NASA may push back plans to launch its next shuttle mission until March 2006, allowing engineers more time to solve an ongoing foam shedding problem with orbiter external tanks.

A September launch attempt of the space shuttle Atlantis and its STS-121 mission - NASA's second orbiter to fly since the Columbia disaster - is all but out, with space agency officials stating last week that chances were slim they would make the four-day window that opens on Sept. 22.

Shuttle managers are discussing whether to push past a brief, four-day launch window in November, and even switch shuttles - launching Discovery instead of Atlantis - for the next orbiter flight, NASA officials said.

"There have indeed been discussions about that," NASA spokesman Allard Beutel told, adding that an update on NASA's shuttle program status is set for 12:00 p.m. EDT (1600 GMT) today.

Shuttle officials have pledged not to launch the next shuttle mission until the foam issue is solved.

A large piece of foam insulation weighing nearly one pound pulled free from the external tank fueling the space shuttle Discovery about two minutes into its July 26 launch. The foam missed the orbiter, but was the largest of several pieces of foam debris that exceeded safety restrictions put in place after the Columbia accident.

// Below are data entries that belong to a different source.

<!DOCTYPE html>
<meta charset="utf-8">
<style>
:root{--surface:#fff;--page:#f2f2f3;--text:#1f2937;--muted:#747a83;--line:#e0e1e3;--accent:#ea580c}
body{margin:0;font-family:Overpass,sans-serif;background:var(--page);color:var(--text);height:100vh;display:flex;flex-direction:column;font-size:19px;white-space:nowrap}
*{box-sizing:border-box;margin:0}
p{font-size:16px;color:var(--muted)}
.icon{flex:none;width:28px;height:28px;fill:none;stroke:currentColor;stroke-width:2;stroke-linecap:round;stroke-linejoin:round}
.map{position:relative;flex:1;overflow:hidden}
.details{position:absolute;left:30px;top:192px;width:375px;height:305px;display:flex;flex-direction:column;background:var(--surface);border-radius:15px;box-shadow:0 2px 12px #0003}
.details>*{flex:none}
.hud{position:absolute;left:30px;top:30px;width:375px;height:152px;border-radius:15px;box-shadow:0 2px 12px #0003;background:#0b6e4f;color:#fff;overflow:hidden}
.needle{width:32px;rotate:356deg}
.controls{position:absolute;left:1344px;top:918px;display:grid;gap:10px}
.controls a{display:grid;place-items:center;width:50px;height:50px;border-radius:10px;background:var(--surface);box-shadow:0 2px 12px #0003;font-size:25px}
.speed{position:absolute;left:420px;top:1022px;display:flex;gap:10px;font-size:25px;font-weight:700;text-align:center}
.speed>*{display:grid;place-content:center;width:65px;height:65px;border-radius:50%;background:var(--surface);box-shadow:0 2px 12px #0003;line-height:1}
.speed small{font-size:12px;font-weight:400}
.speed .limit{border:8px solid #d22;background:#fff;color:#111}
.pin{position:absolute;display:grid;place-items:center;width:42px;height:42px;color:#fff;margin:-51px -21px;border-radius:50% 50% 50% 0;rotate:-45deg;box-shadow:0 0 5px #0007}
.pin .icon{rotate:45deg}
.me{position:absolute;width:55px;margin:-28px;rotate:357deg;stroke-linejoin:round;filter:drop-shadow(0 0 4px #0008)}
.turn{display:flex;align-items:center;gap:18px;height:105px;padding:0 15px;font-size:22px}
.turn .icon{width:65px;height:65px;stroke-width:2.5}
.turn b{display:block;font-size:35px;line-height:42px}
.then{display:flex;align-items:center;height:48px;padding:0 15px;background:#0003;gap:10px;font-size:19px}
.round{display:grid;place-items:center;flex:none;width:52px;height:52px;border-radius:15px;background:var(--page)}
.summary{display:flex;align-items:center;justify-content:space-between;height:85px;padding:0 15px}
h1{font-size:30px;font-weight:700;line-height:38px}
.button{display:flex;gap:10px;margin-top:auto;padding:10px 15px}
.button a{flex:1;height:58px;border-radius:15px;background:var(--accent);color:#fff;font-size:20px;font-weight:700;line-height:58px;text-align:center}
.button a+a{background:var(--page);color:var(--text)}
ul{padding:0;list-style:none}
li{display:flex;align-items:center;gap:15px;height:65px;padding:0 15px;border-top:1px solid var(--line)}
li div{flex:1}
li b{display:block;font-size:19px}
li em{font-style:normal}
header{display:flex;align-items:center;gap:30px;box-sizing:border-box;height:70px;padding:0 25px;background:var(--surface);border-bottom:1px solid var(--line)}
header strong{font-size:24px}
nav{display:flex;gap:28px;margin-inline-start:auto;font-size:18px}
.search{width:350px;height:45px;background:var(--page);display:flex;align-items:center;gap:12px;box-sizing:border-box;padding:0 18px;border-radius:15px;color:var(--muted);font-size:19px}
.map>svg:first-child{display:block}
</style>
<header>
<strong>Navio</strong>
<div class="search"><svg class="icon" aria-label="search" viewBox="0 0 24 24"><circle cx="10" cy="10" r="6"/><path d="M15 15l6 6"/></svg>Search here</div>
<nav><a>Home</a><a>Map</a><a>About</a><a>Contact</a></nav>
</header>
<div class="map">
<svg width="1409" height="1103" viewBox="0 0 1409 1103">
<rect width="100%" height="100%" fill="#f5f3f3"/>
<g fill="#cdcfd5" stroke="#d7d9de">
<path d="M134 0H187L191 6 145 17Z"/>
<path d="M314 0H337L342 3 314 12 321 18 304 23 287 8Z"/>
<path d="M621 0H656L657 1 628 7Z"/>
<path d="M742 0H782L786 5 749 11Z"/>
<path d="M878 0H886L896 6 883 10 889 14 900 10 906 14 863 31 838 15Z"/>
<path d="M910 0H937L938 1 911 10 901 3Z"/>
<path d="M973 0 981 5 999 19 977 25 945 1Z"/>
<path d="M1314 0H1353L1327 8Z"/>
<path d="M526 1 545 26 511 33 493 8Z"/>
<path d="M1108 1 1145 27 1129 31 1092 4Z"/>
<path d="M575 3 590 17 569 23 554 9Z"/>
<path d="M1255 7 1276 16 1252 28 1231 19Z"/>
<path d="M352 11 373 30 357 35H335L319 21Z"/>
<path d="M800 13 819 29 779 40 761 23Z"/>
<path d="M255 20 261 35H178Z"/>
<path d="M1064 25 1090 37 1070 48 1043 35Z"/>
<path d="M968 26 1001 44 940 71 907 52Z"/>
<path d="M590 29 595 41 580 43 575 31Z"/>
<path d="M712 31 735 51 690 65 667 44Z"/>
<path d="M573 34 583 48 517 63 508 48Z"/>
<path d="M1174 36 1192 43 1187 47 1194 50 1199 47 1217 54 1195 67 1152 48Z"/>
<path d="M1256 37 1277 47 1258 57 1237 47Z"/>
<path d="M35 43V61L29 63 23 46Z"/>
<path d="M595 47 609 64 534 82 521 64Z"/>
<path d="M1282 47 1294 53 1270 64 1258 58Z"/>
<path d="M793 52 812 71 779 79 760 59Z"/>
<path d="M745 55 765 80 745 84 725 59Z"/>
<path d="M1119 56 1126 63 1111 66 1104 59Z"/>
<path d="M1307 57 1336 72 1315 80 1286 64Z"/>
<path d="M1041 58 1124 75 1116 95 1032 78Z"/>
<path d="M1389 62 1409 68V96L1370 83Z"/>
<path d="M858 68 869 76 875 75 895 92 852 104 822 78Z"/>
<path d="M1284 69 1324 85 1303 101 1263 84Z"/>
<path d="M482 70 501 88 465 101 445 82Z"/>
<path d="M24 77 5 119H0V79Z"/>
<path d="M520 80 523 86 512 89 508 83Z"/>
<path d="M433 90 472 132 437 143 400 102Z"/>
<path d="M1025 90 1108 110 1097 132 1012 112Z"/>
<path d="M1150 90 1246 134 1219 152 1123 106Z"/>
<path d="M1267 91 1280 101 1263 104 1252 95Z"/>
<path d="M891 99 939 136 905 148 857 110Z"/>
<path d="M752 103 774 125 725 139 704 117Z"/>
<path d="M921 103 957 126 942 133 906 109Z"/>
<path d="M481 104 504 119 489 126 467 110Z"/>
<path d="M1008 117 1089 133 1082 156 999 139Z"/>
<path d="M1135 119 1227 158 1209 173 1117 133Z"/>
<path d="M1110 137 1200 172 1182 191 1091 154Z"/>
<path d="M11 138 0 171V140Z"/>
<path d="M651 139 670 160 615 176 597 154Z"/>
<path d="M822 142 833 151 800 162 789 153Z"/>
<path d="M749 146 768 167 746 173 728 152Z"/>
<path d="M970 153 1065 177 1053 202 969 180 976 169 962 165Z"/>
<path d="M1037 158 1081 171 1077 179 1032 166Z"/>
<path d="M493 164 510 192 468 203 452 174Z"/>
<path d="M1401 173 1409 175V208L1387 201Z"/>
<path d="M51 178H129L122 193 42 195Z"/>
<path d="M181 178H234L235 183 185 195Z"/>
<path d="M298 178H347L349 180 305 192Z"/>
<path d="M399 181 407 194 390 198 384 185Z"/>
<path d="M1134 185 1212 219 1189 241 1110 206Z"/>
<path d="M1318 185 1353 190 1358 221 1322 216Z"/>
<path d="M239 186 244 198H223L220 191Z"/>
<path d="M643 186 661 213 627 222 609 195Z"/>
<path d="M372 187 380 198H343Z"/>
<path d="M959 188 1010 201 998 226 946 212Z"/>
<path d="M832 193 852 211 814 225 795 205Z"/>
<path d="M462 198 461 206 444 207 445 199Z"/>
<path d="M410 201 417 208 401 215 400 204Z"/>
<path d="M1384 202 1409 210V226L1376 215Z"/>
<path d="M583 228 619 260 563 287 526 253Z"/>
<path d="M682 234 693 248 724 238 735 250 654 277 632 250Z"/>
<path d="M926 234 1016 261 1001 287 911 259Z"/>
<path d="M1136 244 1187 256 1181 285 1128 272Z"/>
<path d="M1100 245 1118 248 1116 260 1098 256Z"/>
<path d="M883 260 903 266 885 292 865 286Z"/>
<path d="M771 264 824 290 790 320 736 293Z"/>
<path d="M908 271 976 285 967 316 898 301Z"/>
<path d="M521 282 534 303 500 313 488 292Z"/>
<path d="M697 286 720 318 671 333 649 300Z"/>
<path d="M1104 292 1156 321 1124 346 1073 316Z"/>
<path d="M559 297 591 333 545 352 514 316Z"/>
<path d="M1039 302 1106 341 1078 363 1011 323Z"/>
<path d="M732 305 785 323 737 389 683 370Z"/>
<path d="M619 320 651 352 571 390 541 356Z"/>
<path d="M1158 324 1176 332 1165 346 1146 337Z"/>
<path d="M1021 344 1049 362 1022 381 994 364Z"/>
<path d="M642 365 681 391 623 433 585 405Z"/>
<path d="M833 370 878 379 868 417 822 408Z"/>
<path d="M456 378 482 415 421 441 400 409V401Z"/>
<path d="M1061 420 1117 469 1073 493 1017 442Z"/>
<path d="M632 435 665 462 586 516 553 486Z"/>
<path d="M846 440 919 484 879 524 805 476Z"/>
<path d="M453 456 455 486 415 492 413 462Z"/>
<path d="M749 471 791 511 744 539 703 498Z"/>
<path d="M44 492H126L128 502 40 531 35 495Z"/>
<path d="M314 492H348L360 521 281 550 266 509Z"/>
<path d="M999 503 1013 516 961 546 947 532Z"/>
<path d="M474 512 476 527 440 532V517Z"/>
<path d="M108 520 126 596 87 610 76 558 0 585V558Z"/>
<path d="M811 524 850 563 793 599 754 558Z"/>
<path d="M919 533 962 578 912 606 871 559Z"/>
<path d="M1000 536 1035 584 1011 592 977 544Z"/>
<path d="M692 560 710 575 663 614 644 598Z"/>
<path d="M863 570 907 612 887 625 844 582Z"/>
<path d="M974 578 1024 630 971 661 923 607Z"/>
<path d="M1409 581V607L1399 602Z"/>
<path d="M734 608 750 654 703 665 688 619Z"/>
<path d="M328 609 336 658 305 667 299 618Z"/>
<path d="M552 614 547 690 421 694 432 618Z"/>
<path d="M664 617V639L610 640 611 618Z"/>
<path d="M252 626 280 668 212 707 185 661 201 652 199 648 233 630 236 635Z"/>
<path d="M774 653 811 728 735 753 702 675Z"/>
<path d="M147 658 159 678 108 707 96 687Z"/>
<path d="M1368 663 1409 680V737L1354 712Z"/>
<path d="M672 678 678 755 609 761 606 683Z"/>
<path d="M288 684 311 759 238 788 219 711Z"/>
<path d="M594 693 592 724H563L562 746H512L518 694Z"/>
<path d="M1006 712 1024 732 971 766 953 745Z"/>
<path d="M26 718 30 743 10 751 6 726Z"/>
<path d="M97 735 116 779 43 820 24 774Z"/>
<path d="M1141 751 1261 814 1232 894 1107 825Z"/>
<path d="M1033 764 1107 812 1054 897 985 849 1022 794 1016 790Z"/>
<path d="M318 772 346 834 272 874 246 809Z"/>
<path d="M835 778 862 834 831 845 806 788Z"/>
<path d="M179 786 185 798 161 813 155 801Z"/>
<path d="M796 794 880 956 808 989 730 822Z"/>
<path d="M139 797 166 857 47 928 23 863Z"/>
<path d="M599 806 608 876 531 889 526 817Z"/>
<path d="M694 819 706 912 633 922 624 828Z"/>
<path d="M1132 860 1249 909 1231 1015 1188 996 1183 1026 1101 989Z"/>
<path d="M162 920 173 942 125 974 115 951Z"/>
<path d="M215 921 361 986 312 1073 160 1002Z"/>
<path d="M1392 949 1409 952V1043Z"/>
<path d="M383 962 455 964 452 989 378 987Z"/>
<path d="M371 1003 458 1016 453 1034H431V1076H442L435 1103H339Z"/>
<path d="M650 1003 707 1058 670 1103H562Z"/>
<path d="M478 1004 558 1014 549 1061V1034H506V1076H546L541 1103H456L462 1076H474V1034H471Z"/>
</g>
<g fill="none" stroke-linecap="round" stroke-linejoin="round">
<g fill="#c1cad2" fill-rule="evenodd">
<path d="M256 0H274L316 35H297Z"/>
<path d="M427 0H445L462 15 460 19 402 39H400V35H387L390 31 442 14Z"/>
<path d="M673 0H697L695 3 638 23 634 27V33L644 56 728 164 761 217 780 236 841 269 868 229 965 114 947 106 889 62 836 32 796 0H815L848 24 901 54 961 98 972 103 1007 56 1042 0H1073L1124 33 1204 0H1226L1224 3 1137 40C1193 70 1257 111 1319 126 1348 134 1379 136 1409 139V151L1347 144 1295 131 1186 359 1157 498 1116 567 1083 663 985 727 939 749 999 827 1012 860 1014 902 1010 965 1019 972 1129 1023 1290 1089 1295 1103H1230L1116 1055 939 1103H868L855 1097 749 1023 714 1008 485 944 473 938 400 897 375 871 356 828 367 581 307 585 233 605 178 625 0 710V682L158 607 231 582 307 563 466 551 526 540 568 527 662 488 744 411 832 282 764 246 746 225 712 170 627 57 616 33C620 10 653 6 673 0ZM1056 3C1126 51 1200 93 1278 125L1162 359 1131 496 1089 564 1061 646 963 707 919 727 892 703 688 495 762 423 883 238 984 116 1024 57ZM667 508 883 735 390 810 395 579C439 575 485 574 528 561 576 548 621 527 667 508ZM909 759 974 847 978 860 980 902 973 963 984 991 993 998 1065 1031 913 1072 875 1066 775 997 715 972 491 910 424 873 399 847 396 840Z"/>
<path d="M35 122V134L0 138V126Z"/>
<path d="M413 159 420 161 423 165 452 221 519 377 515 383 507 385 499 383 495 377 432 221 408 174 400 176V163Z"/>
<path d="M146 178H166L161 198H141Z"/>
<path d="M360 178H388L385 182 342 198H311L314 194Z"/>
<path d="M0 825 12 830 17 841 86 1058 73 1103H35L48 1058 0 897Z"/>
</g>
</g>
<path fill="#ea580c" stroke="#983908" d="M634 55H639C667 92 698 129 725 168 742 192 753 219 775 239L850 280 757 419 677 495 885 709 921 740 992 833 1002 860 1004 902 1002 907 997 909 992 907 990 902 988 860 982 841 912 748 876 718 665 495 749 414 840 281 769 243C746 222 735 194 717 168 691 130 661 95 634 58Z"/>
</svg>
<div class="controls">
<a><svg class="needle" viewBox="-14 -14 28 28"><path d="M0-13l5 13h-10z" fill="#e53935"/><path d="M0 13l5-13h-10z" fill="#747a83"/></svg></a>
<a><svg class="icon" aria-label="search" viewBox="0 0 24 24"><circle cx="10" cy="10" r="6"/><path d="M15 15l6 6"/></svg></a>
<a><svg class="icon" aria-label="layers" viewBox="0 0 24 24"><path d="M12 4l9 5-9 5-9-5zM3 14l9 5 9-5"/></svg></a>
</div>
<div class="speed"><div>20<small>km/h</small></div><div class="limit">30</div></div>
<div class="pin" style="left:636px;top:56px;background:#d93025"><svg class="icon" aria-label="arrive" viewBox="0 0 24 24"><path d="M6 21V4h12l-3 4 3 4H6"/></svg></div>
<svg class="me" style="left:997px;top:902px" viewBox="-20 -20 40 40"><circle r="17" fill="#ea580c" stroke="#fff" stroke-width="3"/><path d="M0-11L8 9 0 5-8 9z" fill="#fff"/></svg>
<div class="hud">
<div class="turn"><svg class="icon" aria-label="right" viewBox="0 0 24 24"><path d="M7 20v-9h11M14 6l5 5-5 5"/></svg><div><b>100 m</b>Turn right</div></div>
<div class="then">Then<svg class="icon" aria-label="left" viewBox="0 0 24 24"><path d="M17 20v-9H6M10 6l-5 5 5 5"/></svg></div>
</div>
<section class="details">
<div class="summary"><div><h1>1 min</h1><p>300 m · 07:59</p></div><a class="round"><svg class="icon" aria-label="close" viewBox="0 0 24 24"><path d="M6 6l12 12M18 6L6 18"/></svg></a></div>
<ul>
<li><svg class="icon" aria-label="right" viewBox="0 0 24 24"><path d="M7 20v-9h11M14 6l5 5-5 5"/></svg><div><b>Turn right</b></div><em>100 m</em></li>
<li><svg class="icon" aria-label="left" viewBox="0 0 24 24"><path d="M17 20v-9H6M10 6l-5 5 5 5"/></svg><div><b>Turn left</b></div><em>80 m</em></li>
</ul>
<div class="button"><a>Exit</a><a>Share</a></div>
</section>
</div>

Columbia broke apart during reentry on Feb. 1, 2003, when damage caused at launch by the impact of a 1.67-pound piece of tank foam debris allowed hot atmospheric gases to enter the resulting hole and rip apart the shuttle. Its seven-astronaut crew did not survive.

Preparations are underway to send an external tank from NASA's Kennedy Space Center spaceport in Cape Canaveral, Florida back to Michoud Assembly Facility in New Orleans, Louisiana - where the tanks are built - so engineers can begin troubleshooting efforts.

Beutel said that shuttle managers were still discussing whether to pry Atlantis from its external tank to allow the fuel container to be shipped back to Michoud, or whether a separate tank at KSC will be sent back.